Sequential Fair Resource Allocation under a Markov Decision Process Framework
This addresses fair resource allocation in sequential decision-making for applications like public services or scheduling, but it is incremental as it builds on existing MDP frameworks with a novel regularization approach.
The paper tackles the problem of sequentially allocating limited resources to agents with stochastic demands over a finite horizon, aiming for fairness while exhausting the budget. It proposes the SAFFE algorithm, which achieves close-to-optimal performance in dense arrival settings, as demonstrated through synthetic and real data comparisons.
We study the sequential decision-making problem of allocating a limited resource to agents that reveal their stochastic demands on arrival over a finite horizon. Our goal is to design fair allocation algorithms that exhaust the available resource budget.
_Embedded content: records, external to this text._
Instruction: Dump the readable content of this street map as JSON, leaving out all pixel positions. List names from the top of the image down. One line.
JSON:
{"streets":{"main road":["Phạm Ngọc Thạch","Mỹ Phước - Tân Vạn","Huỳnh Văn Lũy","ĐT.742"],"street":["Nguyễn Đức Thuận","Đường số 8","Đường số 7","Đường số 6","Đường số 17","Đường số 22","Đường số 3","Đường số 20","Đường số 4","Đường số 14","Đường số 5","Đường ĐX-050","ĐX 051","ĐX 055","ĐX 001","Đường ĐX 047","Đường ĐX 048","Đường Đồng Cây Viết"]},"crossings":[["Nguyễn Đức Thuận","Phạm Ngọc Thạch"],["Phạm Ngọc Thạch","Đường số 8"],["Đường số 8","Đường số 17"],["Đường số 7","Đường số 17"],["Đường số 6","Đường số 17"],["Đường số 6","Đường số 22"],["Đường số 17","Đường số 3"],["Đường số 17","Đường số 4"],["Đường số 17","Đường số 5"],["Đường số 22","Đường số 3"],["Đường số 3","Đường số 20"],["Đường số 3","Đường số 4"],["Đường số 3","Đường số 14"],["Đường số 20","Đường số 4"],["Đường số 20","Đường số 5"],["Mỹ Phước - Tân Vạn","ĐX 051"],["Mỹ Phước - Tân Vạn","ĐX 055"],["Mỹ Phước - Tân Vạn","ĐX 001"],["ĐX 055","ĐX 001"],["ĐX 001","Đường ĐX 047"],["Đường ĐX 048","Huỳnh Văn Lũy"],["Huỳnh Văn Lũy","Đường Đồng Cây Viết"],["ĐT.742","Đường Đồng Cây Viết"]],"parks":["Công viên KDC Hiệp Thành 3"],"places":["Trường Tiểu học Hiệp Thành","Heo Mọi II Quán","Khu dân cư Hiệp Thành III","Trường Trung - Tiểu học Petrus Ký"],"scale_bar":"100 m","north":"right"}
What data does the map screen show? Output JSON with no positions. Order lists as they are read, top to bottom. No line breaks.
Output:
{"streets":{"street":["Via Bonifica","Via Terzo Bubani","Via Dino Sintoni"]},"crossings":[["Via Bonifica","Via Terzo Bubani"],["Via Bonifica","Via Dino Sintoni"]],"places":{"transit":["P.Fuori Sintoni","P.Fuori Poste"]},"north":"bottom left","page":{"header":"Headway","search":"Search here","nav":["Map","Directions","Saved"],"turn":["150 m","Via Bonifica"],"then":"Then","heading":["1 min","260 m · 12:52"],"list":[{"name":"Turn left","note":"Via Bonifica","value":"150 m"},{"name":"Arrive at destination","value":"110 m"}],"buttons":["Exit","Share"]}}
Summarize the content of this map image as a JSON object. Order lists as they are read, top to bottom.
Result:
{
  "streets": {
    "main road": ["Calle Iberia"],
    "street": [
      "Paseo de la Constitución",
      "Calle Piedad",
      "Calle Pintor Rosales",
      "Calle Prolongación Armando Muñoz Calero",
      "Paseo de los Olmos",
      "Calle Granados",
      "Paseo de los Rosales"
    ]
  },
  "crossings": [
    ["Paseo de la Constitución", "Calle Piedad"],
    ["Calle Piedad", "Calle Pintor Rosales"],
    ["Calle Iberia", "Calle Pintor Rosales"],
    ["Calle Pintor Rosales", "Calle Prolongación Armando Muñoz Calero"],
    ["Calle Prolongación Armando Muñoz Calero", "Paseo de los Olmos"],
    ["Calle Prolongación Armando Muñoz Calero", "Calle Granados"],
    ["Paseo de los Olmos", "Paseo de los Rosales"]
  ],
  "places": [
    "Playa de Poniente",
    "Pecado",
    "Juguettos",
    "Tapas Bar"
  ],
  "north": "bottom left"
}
This is challenging in sequential settings where information on future demands is not available at the time of decision-making. We formulate the problem as a discrete time Markov decision process (MDP). We propose a new algorithm, SAFFE, that makes fair allocations with respect to the entire demands revealed over the horizon by accounting for expected future demands at each arrival time. The algorithm introduces regularization which enables the prioritization of current revealed demands over future potential demands depending on the uncertainty in agents' future demands. Using the MDP formulation, we show that SAFFE optimizes allocations based on an upper bound on the Nash Social Welfare fairness objective, and we bound its gap to optimality with the use of concentration bounds on total future demands. Using synthetic and real data, we compare the performance of SAFFE against existing approaches and a reinforcement learning policy trained on the MDP. We show that SAFFE leads to more fair and efficient allocations and achieves close-to-optimal performance in settings with dense arrivals.